Question

Resume fraud. In 2002 the Veritas Software company found out that its chief financial officer did not actually have the MBA he had listed on his resume. They fired him, and the value of the company's stock dropped 19%. Kroll, Inc., a firm that specializes in investigating such matters, said that they believe as many as 25% of back ground checks might reveal false information. How many such random checks would they have to do to esti mate the true percentage of people who misrepresent their backgrounds to within ±5% with 98% confidence?

Answer 1

They would have to do 407 such checks.

Explanation:

In a sample with a number n of people surveyed with a probability of a success of
`\pi`, and a confidence level of
`1-\alpha`, we have the following confidence interval of proportions.
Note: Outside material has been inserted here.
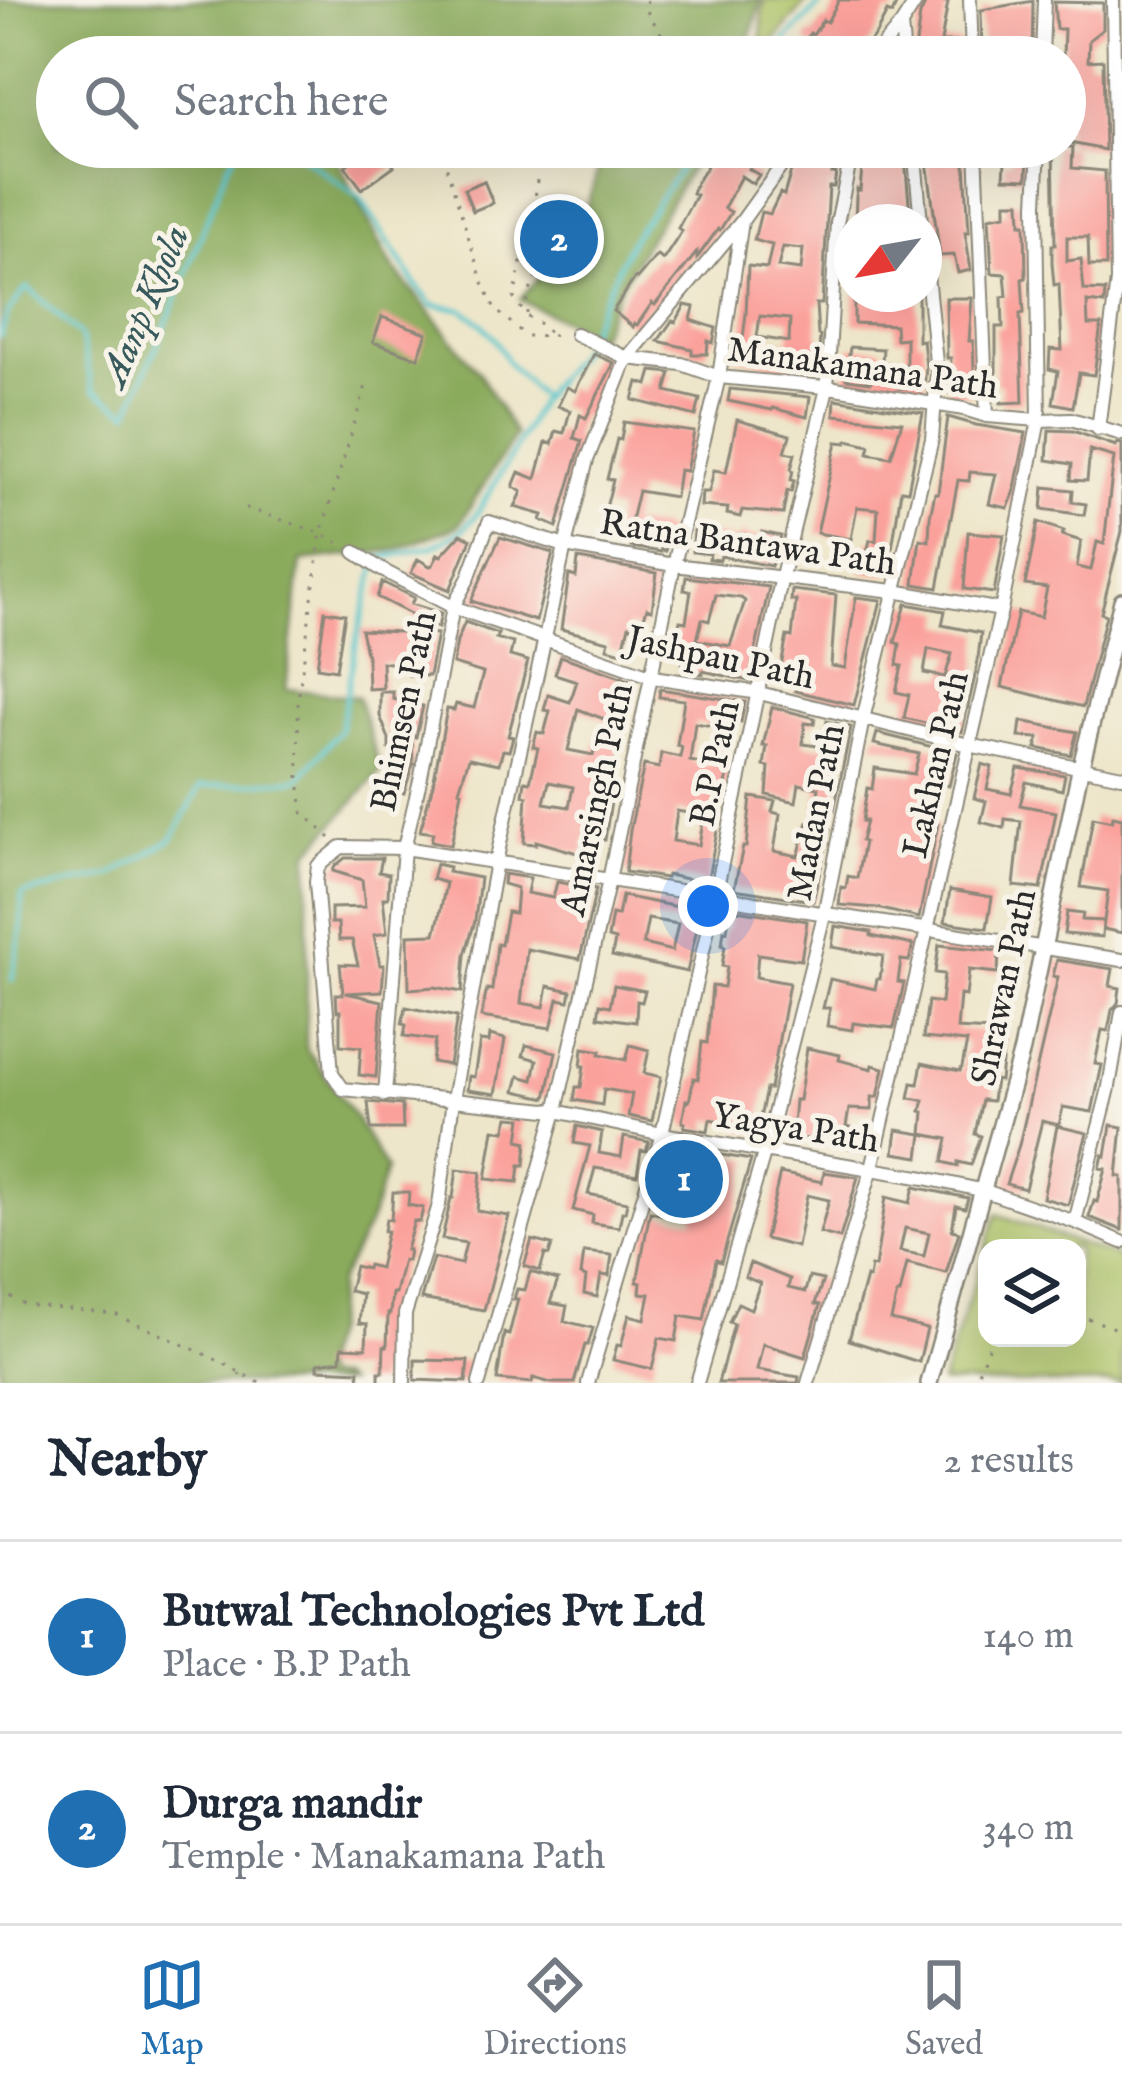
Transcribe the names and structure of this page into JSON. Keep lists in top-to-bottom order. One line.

`\pi \pm z\sqrt{(\pi(1-\pi))/(n)}`

In which

z is the z-score that has a p-value of
`1 - (\alpha)/(2)`.

The margin of error is of:

`M = z\sqrt{(\pi(1-\pi))/(n)}`

Kroll, Inc., a firm that specializes in investigating such matters, said that they believe as many as 25% of back ground checks might reveal false information.

This means that
`\pi = 0.25`

98% confidence level

So
`\alpha = 0.02`, z is the value of Z that has a p-value of
`1 - (0.02)/(2) = 0.99`, so
`Z = 2.327`.

How many such random checks would they have to do to esti mate the true percentage of people who misrepresent their backgrounds to within ±5% with 98% confidence?

This is n for which M = 0.05. So

`M = z\sqrt{(\pi(1-\pi))/(n)}`

`0.05 = 2.327\sqrt{(0.25*0.75)/(n)}`

`0.05√(n) = 2.327√(0.25*0.75)`

`√(n) = (2.327√(0.25*0.75))/(0.05)`

`(√(n))^2 = ((2.327√(0.25*0.75))/(0.05))^2`

`n = 406.12`

Rounding up:

They would have to do 407 such checks.